The opening line of our national anthem — “O Canada!” — is the ultimate proclamation of love and gratefulness towards “our home and native land”. I could relay the demographics– that Canada, based on numerous socio-economic facets, environmental factors, and overall well-being of every citizen, makes us one of the happiest countries in the world. So it is only natural we would be grateful to live on land “glorious and free”. Many non Canadians have the impression of Canadians being “nice”. And though it may seem like a generality, my personal experiences would certainly validate that impression and reinforce my pride in being, Canadian.

For me, one of Canada’s most cherished and noticeable characteristics would be its multiculturalism. It has been described as a mosaic, and this is definitely something I notice when I walk the streets of my hometown, Vancouver. Walking downtown, a plethora of cultures and medley of interesting people meet the eye. It brings vibrancy and versatile beauty to the city but also fosters an acceptance and appreciation for all different types of cultures.
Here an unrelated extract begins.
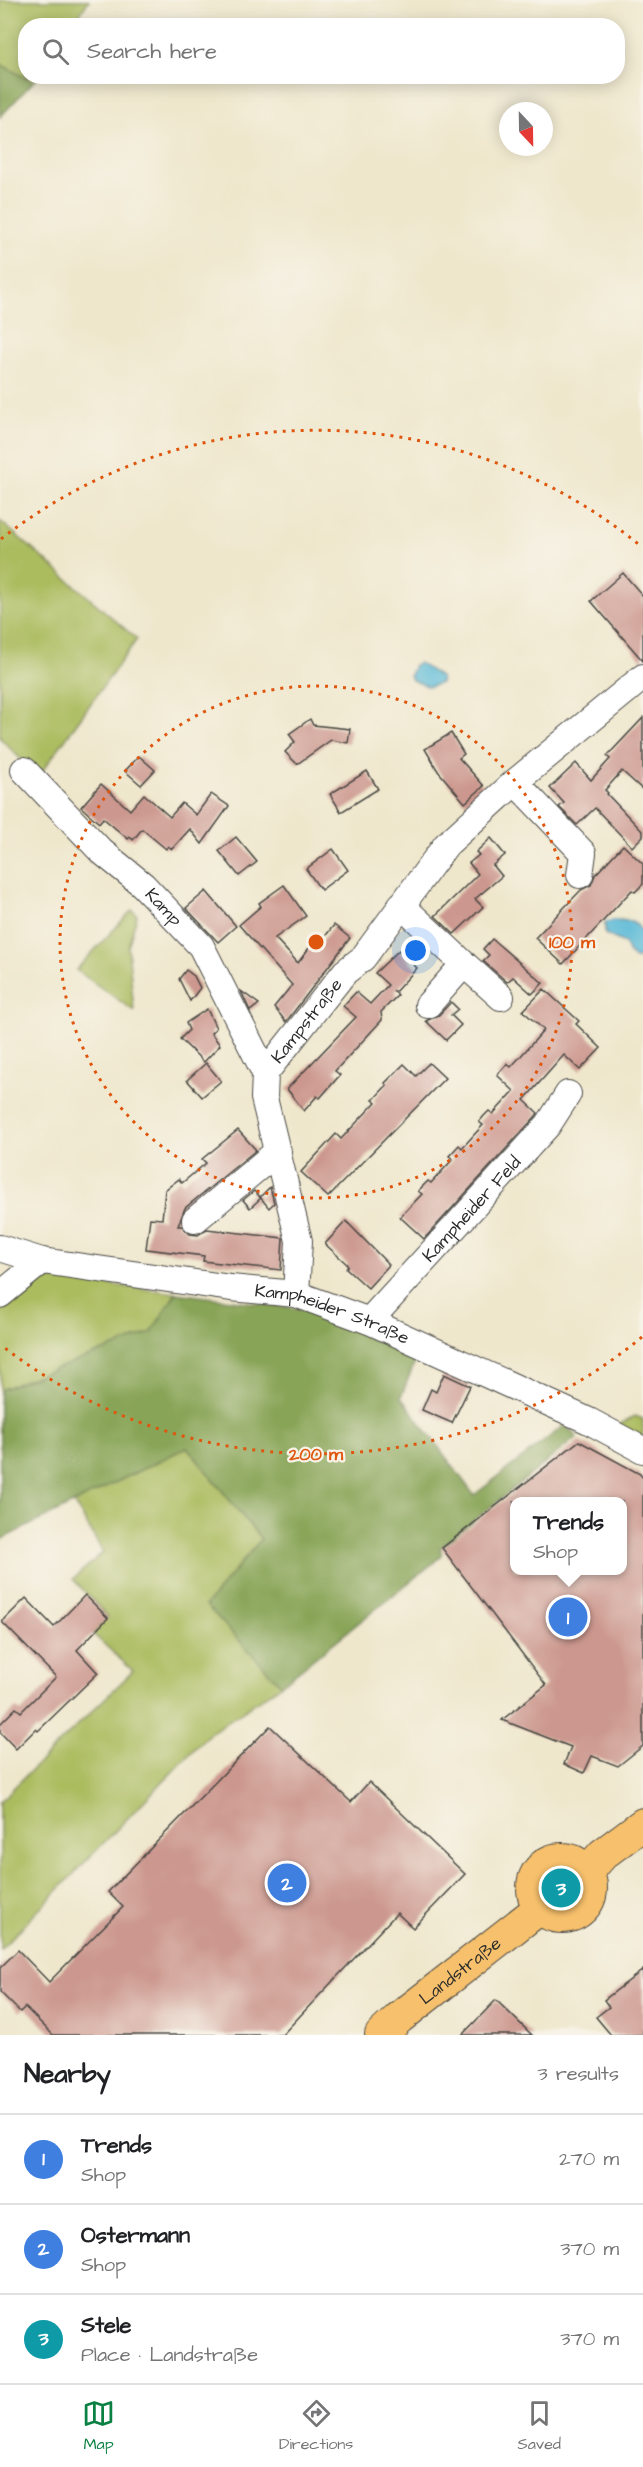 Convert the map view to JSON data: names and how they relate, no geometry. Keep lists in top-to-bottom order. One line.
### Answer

As someone from a multicultural background, I have grown up to harbour a wide perspective and avid thirst for greater knowledge on different traditions all over the world. Canada, being the “mosaic” of immigrants and ultimately multiculturalism, exemplifies the paradigm of respect and appreciation for different mindsets, values, traditions, and people.

My mother is of Chinese descent and has fostered within me a deep understanding of Chinese mores and customs. I love Chinese food, language, clothing, stories, literature, music… but mostly, I love the fact that I am able to be exposed to these things not just at home but wherever I go! Vancouver itself is home to many first generation, second generation, third generation Chinese people. Wherever I go, there are people who I am able to share my experiences with on my heritage and multicultural background. Wherever I go, there are people who have been raised in families traditionally from Europe, East Asia, the Middle East, Africa… just about anywhere in the world. And I understand this is the case is not only many other major cities of Canada, but also small scale towns and tight knit communities.

“Anywhere in the world”…

This phrase brings me to my conclusive point. Having just graduated from high school this past June, I plan on furthering my education by studying political science at McGill University this fall. It’s more than the Sovereign debt crisis and irreconcilable relations between nation states with conflicting standpoints on various facets that intrigue me… it’s what living in Canada, and being Canadian has taught me: the coming together of entirely different people is not only possible but a beautiful thing when achieved. Here in Canada, we don’t just live on our own, we laugh and love with our neighbor, who thinks in an entirely different way and does things in an entirely different way but who we ultimately call our neighbor because we are united in that we are Canadian. Yes, being Canadian means we love and accept everyone and anyone.

So it is. Being Canadian means to be filled with love and compassion. This is what being Canadian through and through has taught me. This is what I have been brought up on, having been born and raised on Canadian soil. This… is what makes Canada, truly great.